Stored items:
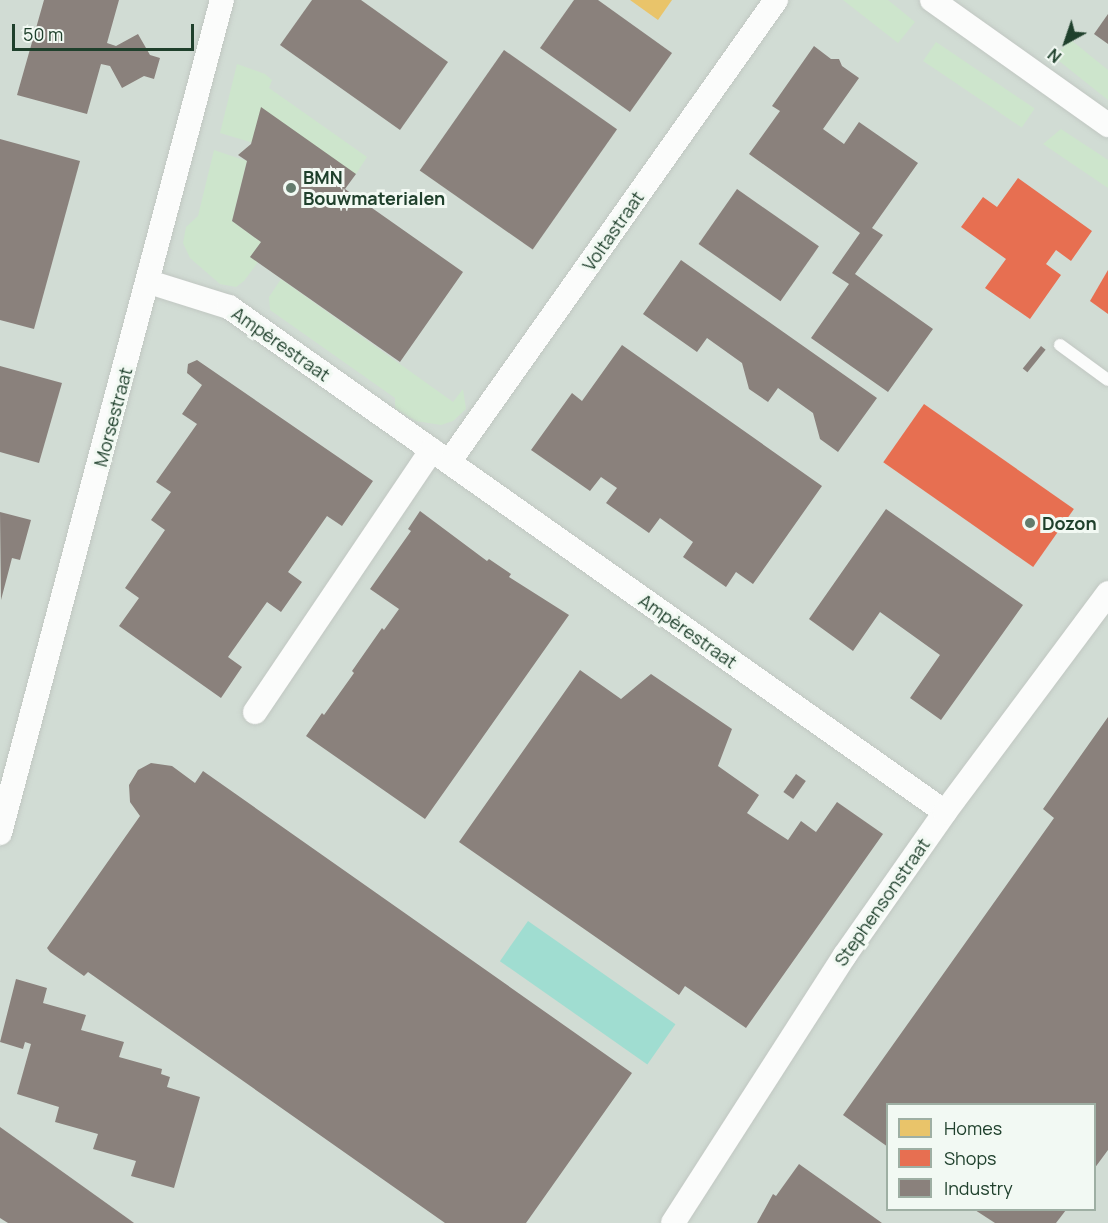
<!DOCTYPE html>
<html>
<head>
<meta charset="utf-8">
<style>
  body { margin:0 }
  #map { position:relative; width:1108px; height:1223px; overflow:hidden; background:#e4eae5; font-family:Manrope,sans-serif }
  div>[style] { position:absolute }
  .built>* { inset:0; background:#d1dcd4 }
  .green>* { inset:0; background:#cde5cc; transform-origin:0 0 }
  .water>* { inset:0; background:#a0ddd1; transform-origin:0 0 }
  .homes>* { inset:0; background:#e9c46a }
  .shops>* { inset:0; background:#e76f51; transform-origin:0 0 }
  .industry>* { inset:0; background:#8a817c; transform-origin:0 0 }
  .roads { filter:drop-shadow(0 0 2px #c1c7c2) drop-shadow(0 0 2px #c1c7c2) }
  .service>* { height:12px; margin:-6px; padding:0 6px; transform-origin:6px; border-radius:6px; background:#fbfcfb }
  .minor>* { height:24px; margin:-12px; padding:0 12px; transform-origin:12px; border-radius:12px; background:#fbfcfb }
  .dots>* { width:16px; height:16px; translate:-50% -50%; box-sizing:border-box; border:3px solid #f2f9f3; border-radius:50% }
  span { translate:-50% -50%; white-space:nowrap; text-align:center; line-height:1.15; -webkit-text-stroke:6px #f2f9f3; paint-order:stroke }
  .poi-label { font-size:18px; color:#1f402c; font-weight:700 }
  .left { translate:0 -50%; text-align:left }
  .street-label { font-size:18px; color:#1f402c }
  .legend { position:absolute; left:886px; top:1103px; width:210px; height:108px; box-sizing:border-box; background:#f2f9f3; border:2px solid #9eafa3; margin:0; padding:8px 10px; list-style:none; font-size:18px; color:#1f402c }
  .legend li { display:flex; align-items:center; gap:12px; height:30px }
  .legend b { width:30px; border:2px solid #9eafa3 }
  .north { position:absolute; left:1036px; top:12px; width:60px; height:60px; -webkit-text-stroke:4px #f2f9f3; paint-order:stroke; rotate:220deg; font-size:16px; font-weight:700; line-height:24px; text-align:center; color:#1f402c }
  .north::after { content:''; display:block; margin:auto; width:21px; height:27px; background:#1f402c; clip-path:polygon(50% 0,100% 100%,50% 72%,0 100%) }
  .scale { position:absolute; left:12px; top:24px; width:182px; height:27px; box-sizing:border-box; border:3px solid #1f402c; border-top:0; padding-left:8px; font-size:18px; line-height:21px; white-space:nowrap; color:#1f402c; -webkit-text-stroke:4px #f2f9f3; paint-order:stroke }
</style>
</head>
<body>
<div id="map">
  <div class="built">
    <i style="clip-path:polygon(evenodd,0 0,1108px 0,1108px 1223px,0 1223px,0 0,888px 1104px,1094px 1104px,1094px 1210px,888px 1210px,888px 1104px)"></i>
  </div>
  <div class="green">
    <i style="clip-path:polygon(843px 0,888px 0,915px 22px,898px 43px)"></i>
    <i style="clip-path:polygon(1071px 40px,1108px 70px,1108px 100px,1054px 57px)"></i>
    <i style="left:936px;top:42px;width:119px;height:23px;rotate:34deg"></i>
    <i style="clip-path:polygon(237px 64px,265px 74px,272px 80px,269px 88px,367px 157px,356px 174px,220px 133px)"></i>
    <i style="clip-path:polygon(1061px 129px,1108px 160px,1108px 188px,1043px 144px)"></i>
    <i style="clip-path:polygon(214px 150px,247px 161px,232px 221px,261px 242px,251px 257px,258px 262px,244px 281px,236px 287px,220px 284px,190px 258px,183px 243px,186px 227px,198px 216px)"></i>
    <i style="clip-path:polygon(281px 279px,453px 402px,463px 389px,466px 409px,453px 421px,441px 425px,416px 421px,395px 409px,395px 398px,270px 310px,269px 297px)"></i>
  </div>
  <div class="water">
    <i style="left:528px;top:921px;width:180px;height:49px;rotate:35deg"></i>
  </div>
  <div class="homes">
    <i style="clip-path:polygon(630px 0,672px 0,658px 20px)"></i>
  </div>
  <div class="shops">
    <i style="clip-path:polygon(1018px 178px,1092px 231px,1071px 261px,1056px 250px,1046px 264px,1061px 275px,1030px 319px,985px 288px,1006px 259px,961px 227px,983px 197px,997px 207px)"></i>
    <i style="clip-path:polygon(1108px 270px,1108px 314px,1090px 301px)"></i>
    <i style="left:924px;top:404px;width:183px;height:71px;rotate:35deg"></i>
  </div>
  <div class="industry">
    <i style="clip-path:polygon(44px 0,119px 0,107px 43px,116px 46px,138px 34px,150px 55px,160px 58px,154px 79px,144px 76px,122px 88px,110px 66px,101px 64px,87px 114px,17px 95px)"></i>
    <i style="clip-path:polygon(312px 0,361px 0,448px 62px,400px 130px,280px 45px)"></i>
    <i style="clip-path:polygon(574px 0,598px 0,672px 53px,630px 112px,540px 48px)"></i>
    <i style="clip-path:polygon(1108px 14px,1108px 44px,1094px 34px)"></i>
    <i style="clip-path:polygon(814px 46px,831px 59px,839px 59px,842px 66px,859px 78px,823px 129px,844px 144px,859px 122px,918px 163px,872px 228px,883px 235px,855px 274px,933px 329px,888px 392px,811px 338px,849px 284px,832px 273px,860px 233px,749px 154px,780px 111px,772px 106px)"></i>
    <i style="left:504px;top:50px;width:138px;height:147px;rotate:35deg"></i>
    <i style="clip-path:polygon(261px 107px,356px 174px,345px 189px,463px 272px,400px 362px,250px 257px,261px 242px,232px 221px,247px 161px,238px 155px,251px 144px)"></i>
    <i style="clip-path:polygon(0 139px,80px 161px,34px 329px,0 320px)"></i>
    <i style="left:737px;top:189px;width:100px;height:67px;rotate:35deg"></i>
    <i style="clip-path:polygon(681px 260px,877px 398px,838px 452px,820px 439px,813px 413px,778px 388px,768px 402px,749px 389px,742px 363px,707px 338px,697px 352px,643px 314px)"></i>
    <i style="clip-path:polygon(622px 345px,822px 486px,753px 584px,736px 572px,726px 587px,683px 557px,693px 542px,660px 518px,649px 533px,606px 503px,617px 488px,601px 477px,590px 491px,531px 450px,572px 393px,582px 401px)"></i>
    <i style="left:1041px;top:346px;width:6px;height:29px;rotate:39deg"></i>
    <i style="clip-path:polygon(197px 360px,373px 481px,342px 526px,327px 516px,288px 572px,302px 582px,281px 612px,267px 602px,228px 657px,242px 667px,221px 698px,119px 626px,139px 598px,125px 588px,165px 530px,151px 520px,171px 492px,156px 482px,197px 424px,182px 414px,202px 385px,187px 373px,188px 364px)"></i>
    <i style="clip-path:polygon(0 366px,62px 383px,39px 463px,0 452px)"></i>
    <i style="clip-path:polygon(886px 509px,1023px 605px,941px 720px,910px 698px,940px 655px,880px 612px,853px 651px,809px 619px)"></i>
    <i style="clip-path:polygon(420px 511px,487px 561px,489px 559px,511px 574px,509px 577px,569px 615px,425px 819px,306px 736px,322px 713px,324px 715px,354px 673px,352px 671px,382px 628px,384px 630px,399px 609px,370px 589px,411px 531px,408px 529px)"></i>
    <i style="clip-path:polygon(0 512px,31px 520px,20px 560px,12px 558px,1px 600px)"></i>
    <i style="clip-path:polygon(580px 670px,621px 699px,651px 674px,732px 729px,718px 766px,759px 795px,747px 813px,788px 840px,801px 821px,816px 832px,837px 802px,883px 834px,746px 1028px,685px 986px,679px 995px,459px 842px)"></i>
    <i style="clip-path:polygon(1108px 717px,1108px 1150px,1094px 1169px,1094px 1104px,888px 1104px,888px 1147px,843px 1115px,1054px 818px,1043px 809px)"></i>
    <i style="clip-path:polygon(151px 763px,172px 766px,195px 783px,203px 771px,632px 1073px,526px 1223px,445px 1223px,88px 972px,84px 976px,50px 952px,47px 948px,140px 816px,130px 802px,129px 785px,138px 770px)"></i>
    <i style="left:796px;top:774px;width:12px;height:22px;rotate:35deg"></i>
    <i style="clip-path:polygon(16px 979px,47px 988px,43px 1003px,86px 1015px,81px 1030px,124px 1042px,119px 1057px,162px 1069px,161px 1074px,170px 1077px,167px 1087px,200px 1097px,174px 1188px,131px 1176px,136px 1161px,93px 1149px,98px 1134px,55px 1122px,59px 1107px,17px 1094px,31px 1044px,25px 1042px,23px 1049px,0 1042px)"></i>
    <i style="clip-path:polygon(0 1127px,130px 1220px,134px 1223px,8px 1223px,0 1218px)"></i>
    <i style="clip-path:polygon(799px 1164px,847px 1198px,882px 1223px,757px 1223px,773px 1194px,776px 1196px)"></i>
    <i style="clip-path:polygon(975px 1210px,1066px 1210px,1056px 1223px,995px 1223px)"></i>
  </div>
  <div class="roads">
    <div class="service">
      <i style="left:1060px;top:345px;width:59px;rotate:36.1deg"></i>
    </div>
    <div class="minor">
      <i style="left:932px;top:0;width:216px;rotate:35.4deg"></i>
      <i style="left:149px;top:282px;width:84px;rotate:17.4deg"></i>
      <i style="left:229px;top:307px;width:876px;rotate:35.2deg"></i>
      <i style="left:449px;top:462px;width:566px;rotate:-54.71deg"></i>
      <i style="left:255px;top:712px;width:316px;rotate:-56deg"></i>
      <i style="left:0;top:833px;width:862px;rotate:-75.08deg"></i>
      <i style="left:673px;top:1223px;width:318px;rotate:-57.3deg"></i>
      <i style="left:845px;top:955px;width:174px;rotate:-55deg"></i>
      <i style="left:945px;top:812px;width:273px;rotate:-53.3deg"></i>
    </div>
  </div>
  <div class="dots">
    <i style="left:291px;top:188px;background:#647c6d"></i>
    <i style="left:1030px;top:523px;background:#647c6d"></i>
  </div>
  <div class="poi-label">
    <span class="left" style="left:303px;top:188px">BMN<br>Bouwmaterialen</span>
    <span class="left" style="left:1042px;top:523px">Dozon</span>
  </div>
  <div class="street-label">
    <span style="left:613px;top:231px;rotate:-55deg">Voltastraat</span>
    <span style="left:281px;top:344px;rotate:35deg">Ampèrestraat</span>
    <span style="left:113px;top:417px;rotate:-75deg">Morsestraat</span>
    <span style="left:688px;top:631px;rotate:35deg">Ampèrestraat</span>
    <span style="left:882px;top:902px;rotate:-55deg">Stephensonstraat</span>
  </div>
  <ul class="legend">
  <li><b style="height:16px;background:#e9c46a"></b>Homes</li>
  <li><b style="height:16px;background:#e76f51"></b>Shops</li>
  <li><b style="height:16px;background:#8a817c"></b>Industry</li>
  </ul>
  <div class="north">N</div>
  <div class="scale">50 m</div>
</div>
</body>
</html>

REQUIRED WORK
Using the records above, pull out each line where the word "water" occurs.

ANSWER TO THIS EXERCISE
  .water>* { inset:0; background:#a0ddd1; transform-origin:0 0 }
  <div class="water">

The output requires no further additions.